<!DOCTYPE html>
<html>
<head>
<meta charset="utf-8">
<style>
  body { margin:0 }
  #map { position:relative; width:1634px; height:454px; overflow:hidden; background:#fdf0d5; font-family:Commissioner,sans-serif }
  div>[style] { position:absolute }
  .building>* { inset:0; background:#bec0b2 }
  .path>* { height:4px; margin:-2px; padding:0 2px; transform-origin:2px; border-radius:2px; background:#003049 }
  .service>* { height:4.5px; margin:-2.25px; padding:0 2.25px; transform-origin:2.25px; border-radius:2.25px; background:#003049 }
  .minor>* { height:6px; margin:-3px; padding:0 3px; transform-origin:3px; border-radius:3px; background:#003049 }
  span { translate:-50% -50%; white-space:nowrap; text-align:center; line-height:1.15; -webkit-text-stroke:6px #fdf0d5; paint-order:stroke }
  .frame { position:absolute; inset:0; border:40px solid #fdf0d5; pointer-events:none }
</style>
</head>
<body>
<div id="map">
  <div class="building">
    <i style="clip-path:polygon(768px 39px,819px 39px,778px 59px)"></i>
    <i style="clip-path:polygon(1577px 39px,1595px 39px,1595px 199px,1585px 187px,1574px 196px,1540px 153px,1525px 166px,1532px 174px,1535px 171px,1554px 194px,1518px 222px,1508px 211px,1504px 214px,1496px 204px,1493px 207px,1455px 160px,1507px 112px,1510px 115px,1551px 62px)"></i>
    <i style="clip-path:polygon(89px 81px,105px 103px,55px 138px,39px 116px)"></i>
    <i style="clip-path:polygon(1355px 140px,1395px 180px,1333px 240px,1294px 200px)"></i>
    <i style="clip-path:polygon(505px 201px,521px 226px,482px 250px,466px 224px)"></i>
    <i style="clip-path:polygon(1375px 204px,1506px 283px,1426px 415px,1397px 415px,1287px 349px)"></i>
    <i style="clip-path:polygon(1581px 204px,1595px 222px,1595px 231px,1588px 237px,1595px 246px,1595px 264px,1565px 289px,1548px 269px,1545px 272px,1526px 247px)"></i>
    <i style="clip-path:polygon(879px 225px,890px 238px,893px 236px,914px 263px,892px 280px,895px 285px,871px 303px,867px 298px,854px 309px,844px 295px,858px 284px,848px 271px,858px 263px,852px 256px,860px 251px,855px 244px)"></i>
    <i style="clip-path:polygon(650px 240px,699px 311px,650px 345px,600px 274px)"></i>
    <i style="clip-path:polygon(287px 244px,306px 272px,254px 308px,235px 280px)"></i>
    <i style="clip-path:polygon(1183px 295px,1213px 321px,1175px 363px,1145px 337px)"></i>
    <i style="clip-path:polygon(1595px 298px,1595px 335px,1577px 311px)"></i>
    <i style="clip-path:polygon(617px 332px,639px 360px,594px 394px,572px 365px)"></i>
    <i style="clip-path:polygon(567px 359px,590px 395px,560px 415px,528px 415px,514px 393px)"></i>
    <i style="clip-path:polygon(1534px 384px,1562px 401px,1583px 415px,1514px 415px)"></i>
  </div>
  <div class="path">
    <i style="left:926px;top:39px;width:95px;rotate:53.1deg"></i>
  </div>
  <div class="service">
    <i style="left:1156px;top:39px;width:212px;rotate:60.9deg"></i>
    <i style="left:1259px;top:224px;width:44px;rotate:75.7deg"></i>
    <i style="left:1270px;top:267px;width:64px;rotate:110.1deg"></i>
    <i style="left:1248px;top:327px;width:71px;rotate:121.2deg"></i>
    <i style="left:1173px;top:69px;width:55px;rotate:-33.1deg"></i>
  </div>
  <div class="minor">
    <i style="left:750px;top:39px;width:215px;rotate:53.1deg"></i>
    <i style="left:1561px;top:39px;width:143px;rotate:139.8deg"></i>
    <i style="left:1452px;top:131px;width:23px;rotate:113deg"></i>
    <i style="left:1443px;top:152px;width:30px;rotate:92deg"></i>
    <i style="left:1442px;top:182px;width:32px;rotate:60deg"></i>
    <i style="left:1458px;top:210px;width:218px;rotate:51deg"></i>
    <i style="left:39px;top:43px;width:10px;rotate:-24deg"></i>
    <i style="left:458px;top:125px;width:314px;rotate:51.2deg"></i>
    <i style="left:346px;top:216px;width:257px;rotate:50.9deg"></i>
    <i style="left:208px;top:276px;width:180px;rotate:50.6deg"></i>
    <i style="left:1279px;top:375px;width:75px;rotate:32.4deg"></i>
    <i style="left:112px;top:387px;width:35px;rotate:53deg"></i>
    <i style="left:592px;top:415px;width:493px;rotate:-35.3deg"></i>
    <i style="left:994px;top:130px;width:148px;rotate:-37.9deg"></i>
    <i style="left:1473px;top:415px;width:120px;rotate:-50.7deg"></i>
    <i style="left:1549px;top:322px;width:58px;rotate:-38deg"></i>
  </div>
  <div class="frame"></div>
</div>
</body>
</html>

*WHAT TO PRODUCE*
Keep to the lines above, from the first one through the line where "height:4.5px; margin:-2.25px; padding:0" appears, and copy them exactly.

*RESPONSE FOR THIS EXERCISE*
<!DOCTYPE html>
<html>
<head>
<meta charset="utf-8">
<style>
  body { margin:0 }
  #map { position:relative; width:1634px; height:454px; overflow:hidden; background:#fdf0d5; font-family:Commissioner,sans-serif }
  div>[style] { position:absolute }
  .building>* { inset:0; background:#bec0b2 }
  .path>* { height:4px; margin:-2px; padding:0 2px; transform-origin:2px; border-radius:2px; background:#003049 }
  .service>* { height:4.5px; margin:-2.25px; padding:0 2.25px; transform-origin:2.25px; border-radius:2.25px; background:#003049 }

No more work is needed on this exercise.